══ ENTRIES PROVIDED ══

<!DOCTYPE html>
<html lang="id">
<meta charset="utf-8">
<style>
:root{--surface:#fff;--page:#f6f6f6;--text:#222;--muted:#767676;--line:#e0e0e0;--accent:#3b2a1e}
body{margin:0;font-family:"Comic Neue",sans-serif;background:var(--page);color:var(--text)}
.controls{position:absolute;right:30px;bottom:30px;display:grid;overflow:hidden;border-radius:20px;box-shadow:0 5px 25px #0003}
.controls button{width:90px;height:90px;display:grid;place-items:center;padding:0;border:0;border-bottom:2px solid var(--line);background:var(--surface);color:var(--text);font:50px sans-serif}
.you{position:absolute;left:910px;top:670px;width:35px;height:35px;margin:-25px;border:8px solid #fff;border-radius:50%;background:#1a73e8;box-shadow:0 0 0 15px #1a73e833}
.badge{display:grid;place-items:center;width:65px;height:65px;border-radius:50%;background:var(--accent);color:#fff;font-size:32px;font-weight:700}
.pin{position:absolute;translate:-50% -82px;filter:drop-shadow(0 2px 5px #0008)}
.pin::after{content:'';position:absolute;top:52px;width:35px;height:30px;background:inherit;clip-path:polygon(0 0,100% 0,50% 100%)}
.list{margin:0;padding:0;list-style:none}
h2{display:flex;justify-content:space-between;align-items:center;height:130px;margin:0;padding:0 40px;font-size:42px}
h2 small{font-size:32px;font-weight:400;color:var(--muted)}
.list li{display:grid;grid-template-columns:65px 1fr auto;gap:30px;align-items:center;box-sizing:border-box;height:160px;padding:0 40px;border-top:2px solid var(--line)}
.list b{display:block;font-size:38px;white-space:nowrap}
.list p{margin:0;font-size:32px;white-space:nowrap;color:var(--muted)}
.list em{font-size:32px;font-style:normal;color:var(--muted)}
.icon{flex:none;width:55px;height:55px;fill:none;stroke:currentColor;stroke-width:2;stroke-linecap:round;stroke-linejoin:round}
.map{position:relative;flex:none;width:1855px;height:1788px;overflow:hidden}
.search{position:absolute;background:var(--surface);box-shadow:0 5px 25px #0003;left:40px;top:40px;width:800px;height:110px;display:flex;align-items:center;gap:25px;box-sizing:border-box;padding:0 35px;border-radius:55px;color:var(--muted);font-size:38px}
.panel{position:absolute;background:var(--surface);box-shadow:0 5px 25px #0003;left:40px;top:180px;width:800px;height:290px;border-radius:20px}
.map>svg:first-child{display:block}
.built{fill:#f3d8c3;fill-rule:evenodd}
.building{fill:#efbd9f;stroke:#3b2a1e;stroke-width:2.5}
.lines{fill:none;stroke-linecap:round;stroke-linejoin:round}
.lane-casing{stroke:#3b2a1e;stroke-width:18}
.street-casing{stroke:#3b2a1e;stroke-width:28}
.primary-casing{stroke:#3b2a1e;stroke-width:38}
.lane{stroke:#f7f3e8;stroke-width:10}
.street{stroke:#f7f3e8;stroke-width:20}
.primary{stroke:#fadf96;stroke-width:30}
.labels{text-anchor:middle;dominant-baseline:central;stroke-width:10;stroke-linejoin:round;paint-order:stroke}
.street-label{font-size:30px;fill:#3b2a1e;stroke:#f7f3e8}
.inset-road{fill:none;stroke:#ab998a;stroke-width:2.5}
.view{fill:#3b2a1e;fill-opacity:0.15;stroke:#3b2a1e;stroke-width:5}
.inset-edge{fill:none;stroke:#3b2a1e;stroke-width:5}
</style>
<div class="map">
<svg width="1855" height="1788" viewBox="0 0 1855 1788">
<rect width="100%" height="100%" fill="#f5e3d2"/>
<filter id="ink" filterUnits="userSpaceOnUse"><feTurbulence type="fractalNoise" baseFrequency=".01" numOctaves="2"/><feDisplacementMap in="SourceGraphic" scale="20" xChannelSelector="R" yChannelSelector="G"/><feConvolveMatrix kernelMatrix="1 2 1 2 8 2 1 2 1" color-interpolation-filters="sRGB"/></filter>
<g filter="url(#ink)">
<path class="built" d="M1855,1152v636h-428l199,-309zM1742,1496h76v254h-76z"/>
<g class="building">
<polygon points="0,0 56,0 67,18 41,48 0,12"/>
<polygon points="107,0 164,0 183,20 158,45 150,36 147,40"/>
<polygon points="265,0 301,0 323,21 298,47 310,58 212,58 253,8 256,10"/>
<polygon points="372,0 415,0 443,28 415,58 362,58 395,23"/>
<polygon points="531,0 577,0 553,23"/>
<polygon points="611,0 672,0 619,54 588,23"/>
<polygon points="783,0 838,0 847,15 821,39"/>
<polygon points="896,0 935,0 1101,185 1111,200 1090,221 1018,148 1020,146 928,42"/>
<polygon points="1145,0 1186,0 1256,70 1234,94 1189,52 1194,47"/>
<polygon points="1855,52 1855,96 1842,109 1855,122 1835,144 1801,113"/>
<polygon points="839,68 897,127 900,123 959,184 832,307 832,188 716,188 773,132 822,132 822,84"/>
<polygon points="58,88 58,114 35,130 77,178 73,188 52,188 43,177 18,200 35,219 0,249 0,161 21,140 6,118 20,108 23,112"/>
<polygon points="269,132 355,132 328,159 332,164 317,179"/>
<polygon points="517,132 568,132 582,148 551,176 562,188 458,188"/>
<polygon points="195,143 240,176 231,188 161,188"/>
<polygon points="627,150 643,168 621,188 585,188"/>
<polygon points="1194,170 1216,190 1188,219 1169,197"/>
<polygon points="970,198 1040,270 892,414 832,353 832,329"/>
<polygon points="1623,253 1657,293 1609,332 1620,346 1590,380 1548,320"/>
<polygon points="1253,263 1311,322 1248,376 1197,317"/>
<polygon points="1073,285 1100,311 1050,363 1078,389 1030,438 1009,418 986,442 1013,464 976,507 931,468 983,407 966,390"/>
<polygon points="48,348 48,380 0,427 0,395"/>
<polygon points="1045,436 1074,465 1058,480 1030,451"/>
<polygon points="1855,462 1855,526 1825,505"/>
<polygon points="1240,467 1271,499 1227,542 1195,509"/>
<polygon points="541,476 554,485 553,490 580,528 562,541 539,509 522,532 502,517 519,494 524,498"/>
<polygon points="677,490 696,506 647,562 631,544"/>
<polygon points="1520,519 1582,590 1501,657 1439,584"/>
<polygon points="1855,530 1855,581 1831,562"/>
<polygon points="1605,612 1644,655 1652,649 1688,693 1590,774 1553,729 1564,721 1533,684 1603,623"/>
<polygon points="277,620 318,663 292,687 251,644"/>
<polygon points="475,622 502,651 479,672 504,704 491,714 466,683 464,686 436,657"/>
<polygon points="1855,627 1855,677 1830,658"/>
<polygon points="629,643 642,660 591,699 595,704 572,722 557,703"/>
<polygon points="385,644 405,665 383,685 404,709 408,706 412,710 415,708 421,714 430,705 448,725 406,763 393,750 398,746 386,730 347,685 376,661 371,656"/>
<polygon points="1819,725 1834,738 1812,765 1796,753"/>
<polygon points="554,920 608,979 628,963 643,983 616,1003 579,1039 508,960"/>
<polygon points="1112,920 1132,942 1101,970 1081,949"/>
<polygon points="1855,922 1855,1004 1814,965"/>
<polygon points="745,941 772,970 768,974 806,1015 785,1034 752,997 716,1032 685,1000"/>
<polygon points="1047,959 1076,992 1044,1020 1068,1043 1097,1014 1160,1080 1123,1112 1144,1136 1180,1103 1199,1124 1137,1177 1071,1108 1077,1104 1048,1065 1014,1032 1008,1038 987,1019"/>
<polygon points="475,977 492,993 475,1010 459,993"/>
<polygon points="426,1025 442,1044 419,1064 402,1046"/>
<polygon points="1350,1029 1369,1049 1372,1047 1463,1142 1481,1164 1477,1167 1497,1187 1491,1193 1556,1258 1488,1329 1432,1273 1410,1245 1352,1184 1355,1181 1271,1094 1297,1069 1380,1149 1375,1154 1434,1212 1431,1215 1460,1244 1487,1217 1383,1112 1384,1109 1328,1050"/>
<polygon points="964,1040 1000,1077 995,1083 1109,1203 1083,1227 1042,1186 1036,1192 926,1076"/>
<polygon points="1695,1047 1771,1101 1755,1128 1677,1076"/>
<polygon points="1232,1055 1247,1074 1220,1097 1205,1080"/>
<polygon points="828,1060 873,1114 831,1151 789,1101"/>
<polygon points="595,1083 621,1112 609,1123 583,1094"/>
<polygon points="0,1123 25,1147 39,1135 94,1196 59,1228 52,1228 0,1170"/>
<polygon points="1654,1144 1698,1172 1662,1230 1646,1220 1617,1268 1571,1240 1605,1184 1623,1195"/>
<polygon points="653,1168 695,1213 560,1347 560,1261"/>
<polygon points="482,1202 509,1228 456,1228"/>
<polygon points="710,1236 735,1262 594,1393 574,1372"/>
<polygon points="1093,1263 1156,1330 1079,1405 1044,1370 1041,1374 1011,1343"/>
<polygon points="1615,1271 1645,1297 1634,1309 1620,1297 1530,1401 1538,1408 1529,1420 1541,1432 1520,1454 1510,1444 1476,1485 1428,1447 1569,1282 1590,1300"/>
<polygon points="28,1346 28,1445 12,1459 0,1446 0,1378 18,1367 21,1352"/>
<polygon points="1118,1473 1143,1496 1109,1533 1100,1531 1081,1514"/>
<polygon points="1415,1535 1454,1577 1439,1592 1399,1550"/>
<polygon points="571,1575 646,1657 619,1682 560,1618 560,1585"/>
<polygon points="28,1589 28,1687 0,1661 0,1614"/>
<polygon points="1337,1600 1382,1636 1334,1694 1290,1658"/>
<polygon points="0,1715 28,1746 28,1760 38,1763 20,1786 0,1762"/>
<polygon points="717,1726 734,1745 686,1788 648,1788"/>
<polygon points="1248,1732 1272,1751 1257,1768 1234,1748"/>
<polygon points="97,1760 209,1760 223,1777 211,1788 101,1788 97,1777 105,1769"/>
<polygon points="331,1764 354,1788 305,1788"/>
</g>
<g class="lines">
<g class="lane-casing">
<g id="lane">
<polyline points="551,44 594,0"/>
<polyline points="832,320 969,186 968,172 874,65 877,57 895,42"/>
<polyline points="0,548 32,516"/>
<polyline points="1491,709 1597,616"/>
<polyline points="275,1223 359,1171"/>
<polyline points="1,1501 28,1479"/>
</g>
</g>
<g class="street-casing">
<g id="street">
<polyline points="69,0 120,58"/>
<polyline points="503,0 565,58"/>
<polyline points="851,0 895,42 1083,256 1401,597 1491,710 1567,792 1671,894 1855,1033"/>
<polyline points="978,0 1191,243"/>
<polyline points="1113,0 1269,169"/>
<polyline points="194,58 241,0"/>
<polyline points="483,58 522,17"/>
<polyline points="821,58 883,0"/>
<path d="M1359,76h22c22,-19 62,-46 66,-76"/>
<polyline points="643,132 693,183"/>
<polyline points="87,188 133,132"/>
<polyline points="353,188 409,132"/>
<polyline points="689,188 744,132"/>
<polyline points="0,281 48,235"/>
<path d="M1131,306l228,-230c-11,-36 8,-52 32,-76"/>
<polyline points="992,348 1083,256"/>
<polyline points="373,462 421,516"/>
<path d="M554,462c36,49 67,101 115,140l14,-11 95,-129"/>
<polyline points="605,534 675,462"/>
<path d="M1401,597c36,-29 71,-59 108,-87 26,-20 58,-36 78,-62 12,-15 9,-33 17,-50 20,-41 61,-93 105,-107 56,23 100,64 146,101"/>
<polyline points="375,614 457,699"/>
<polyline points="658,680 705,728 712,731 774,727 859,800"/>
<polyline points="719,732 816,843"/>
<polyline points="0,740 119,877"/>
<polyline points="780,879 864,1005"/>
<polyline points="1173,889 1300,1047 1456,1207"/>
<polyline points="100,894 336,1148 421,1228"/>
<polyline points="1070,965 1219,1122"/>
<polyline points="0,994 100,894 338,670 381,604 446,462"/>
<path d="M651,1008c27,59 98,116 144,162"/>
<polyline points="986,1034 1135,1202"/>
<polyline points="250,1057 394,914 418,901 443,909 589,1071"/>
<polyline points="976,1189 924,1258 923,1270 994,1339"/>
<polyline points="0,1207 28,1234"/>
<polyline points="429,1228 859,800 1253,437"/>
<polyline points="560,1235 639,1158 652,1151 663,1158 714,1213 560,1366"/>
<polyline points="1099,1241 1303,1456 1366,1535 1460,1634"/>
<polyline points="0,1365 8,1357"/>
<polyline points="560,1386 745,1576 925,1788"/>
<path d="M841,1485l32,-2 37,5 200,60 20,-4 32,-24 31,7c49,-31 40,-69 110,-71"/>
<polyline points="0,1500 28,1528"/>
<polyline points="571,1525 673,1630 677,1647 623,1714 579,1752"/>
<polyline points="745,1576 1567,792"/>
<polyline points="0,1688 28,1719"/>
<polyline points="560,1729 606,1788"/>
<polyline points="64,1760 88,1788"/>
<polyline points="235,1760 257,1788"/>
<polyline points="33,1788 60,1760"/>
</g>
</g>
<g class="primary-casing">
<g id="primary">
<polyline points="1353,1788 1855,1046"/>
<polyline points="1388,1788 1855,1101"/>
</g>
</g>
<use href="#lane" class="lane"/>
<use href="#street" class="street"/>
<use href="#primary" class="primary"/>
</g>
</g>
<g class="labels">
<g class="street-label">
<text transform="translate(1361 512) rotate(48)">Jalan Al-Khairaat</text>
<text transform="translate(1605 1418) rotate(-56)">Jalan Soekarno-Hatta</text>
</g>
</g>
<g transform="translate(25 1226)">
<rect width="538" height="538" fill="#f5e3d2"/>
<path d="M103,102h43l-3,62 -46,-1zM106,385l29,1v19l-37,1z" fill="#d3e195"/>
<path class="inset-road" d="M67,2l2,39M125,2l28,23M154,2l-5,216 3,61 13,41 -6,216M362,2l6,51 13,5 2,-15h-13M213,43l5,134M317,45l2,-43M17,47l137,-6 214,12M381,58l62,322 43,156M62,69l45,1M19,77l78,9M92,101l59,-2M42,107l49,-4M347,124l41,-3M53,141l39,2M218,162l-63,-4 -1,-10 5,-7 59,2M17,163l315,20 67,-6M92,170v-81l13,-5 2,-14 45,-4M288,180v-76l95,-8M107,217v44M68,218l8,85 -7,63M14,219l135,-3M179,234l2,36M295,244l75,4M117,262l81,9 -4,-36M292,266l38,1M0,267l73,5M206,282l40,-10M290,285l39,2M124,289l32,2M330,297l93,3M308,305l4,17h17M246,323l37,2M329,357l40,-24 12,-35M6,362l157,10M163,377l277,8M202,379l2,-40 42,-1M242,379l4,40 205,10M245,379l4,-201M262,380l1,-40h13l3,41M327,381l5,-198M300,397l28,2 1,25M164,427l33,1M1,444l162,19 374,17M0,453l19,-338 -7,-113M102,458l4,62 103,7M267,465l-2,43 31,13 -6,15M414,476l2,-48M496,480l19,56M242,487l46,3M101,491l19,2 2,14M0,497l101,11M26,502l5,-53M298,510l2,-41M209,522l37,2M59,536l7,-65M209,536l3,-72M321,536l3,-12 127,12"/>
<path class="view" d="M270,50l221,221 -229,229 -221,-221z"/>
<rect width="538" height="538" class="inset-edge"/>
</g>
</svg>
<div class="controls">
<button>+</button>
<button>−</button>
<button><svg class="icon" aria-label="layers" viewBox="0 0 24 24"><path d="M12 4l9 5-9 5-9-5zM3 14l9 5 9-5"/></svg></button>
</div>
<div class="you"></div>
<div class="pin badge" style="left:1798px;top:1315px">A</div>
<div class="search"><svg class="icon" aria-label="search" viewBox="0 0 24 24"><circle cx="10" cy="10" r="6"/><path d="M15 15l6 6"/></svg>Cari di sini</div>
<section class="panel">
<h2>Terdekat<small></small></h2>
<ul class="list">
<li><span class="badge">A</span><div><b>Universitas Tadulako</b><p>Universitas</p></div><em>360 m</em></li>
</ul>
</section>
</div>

═══

**WHAT THE TASK REQUIRES:** Word for word, set down the lines from the beginning of the records through the line that holds "solid #fff;border-radius:50%;background:#1a73e8;box-shadow:0 0". Leave out the rest.

**PROBLEM SOLUTION:**
<!DOCTYPE html>
<html lang="id">
<meta charset="utf-8">
<style>
:root{--surface:#fff;--page:#f6f6f6;--text:#222;--muted:#767676;--line:#e0e0e0;--accent:#3b2a1e}
body{margin:0;font-family:"Comic Neue",sans-serif;background:var(--page);color:var(--text)}
.controls{position:absolute;right:30px;bottom:30px;display:grid;overflow:hidden;border-radius:20px;box-shadow:0 5px 25px #0003}
.controls button{width:90px;height:90px;display:grid;place-items:center;padding:0;border:0;border-bottom:2px solid var(--line);background:var(--surface);color:var(--text);font:50px sans-serif}
.you{position:absolute;left:910px;top:670px;width:35px;height:35px;margin:-25px;border:8px solid #fff;border-radius:50%;background:#1a73e8;box-shadow:0 0 0 15px #1a73e833}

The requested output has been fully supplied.